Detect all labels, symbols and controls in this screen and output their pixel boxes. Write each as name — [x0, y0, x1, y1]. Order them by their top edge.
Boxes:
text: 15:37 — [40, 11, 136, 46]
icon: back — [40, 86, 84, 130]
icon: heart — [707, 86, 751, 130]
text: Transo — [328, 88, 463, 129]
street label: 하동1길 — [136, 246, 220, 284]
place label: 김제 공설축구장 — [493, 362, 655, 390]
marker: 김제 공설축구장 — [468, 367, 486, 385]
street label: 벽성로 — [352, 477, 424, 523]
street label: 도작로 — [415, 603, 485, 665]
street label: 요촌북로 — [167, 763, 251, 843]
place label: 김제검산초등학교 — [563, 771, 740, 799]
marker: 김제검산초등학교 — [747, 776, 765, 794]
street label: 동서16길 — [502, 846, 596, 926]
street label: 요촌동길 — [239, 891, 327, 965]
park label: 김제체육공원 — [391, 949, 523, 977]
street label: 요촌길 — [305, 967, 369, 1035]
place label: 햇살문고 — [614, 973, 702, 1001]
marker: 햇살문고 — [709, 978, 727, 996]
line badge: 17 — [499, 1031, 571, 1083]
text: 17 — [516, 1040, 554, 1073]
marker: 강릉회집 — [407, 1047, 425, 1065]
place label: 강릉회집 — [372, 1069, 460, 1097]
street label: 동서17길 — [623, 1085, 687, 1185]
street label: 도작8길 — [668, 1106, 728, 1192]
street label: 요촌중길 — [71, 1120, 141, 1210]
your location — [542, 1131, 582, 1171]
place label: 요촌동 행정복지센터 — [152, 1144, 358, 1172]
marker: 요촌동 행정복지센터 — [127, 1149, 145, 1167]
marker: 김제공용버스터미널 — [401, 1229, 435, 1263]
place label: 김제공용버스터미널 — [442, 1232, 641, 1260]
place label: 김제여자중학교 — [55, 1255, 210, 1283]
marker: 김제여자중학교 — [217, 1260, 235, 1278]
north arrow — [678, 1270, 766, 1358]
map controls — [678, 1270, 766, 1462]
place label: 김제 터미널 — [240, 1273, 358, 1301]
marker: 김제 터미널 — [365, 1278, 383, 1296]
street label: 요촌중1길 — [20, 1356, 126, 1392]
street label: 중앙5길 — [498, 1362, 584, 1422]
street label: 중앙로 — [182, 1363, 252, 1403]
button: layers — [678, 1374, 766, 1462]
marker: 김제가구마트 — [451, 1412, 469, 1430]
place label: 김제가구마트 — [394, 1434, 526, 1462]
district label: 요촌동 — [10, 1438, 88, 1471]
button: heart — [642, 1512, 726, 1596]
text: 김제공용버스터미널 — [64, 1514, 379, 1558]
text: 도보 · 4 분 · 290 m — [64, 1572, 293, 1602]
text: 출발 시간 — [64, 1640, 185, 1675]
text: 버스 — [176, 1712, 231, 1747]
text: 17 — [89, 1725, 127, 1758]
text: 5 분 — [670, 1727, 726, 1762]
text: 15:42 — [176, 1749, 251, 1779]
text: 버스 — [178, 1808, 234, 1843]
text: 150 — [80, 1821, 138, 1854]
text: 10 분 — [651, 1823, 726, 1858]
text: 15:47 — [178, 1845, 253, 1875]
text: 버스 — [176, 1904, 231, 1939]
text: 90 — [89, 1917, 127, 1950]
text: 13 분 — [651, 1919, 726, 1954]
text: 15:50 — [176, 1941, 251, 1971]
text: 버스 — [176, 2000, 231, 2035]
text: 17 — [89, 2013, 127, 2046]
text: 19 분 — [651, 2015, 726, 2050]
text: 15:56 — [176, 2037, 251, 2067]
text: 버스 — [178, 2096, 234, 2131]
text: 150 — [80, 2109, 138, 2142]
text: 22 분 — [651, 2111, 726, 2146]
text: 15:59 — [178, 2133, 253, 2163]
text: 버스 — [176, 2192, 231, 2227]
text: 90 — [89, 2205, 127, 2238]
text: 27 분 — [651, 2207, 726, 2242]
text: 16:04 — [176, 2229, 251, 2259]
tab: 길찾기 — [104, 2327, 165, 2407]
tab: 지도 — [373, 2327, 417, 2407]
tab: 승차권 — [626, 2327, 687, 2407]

———

*WHAT THIS TASK INVOLVES:* Copy every line of the listing where the word "김제가구마트" appears.

*SOLUTION FOR THIS TASK:*
marker: 김제가구마트 — [451, 1412, 469, 1430]
place label: 김제가구마트 — [394, 1434, 526, 1462]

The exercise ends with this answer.